(REQUIREMENT):
No pictures, nothing altered: return the data below.

[Saved entries]
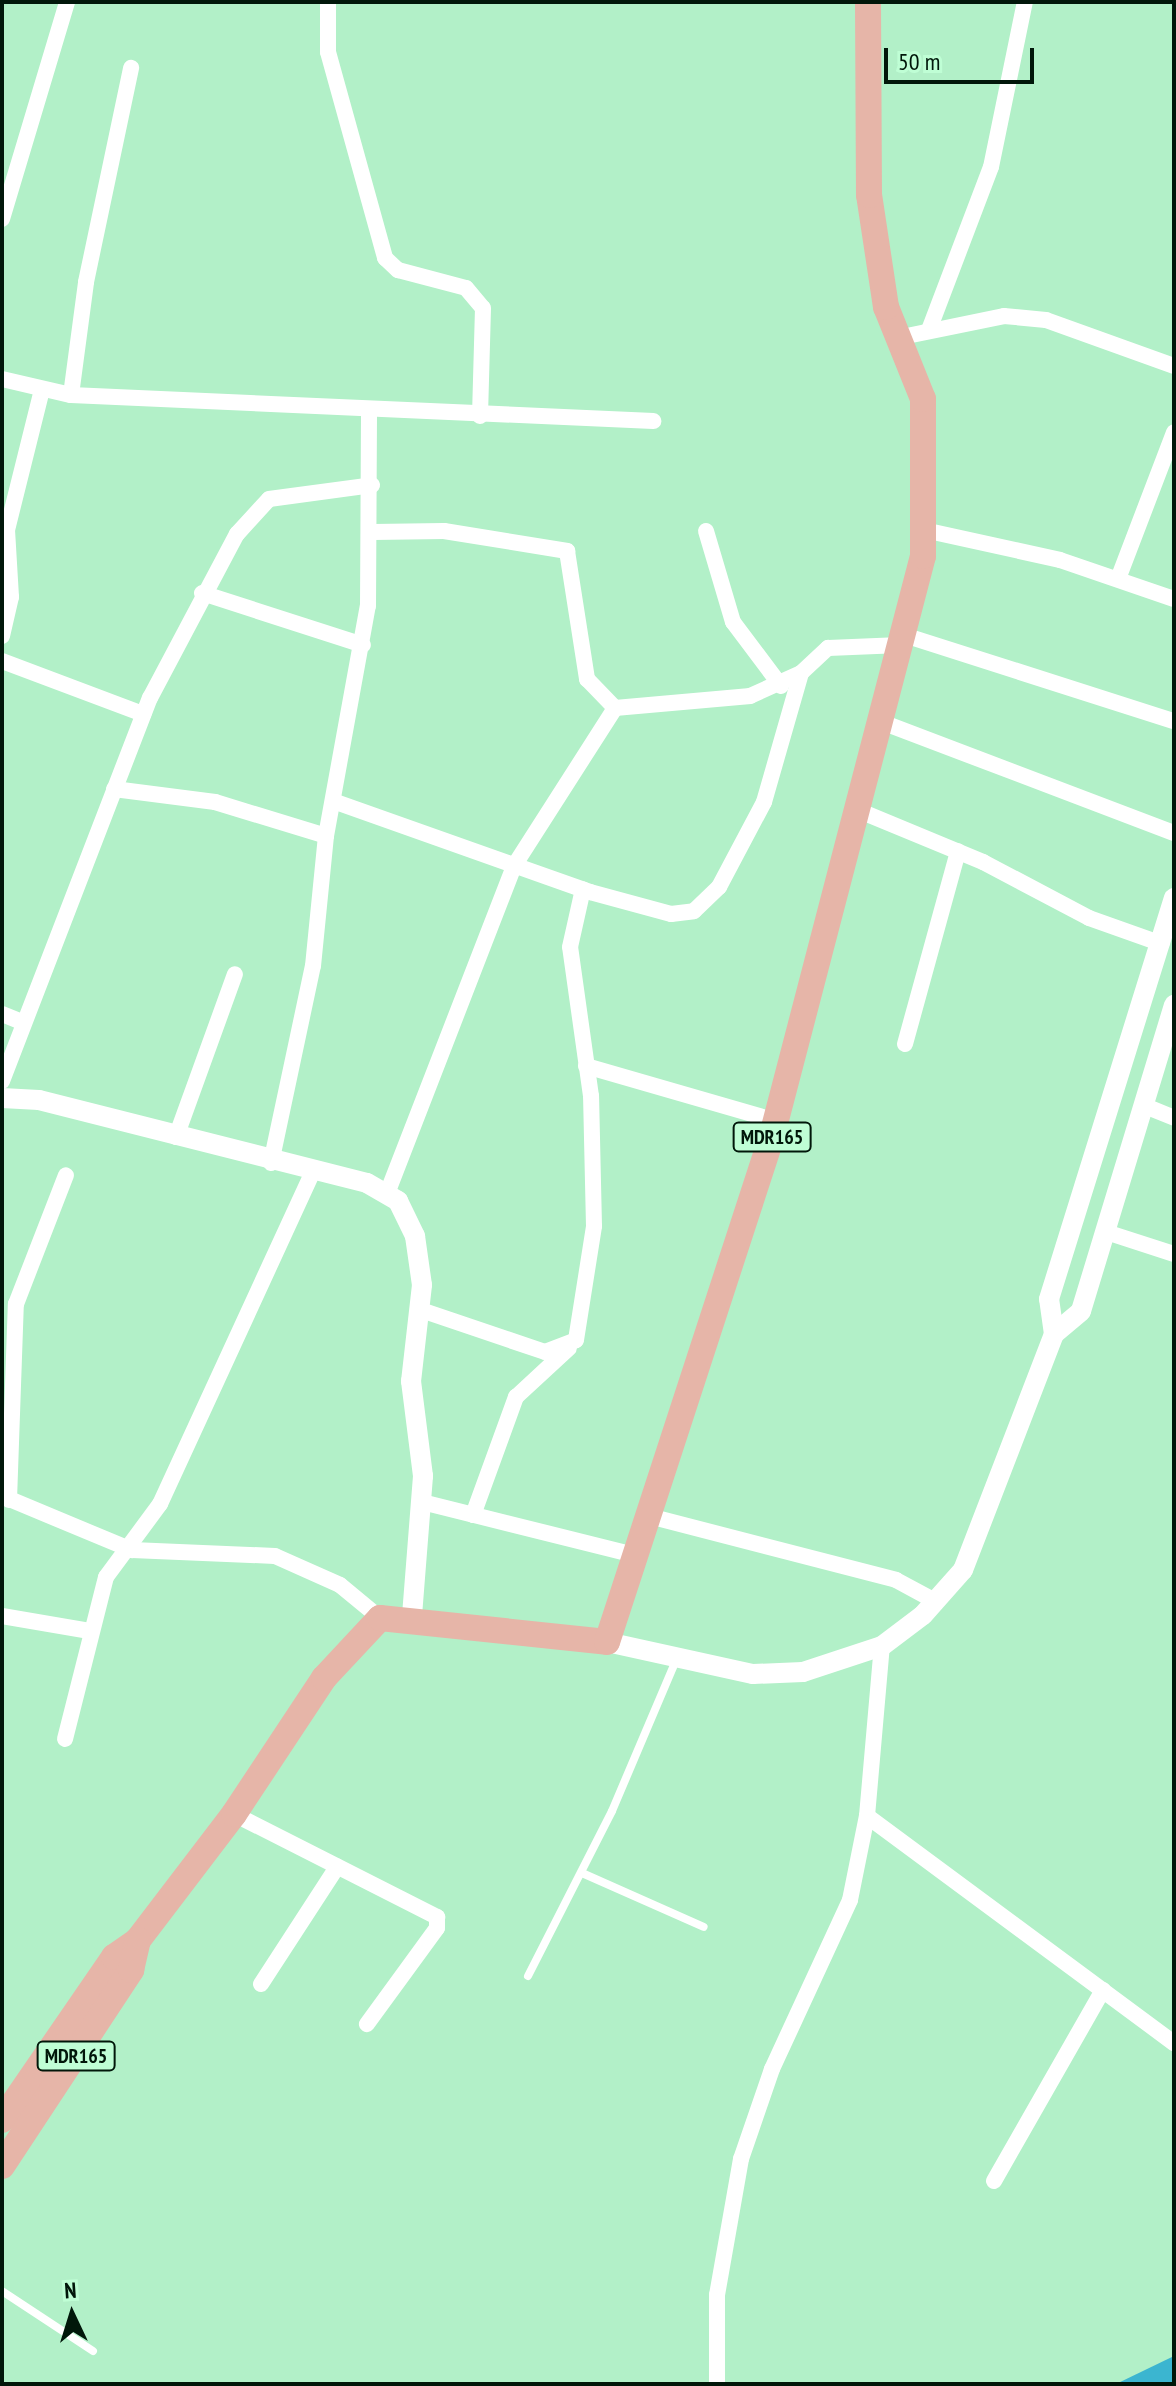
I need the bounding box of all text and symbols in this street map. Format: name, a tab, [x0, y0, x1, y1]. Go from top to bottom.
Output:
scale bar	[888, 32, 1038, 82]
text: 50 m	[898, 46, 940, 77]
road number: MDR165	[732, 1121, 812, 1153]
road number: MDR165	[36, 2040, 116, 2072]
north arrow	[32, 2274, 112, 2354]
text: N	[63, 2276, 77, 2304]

(REPLY TO THE TASK):
I need the bounding box of all text and symbols in this street map. Format: name, a tab, [x0, y0, x1, y1]. Go from top to bottom.
Output:
scale bar	[888, 32, 1038, 82]
text: 50 m	[898, 46, 940, 77]
road number: MDR165	[732, 1121, 812, 1153]
road number: MDR165	[36, 2040, 116, 2072]
north arrow	[32, 2274, 112, 2354]
text: N	[63, 2276, 77, 2304]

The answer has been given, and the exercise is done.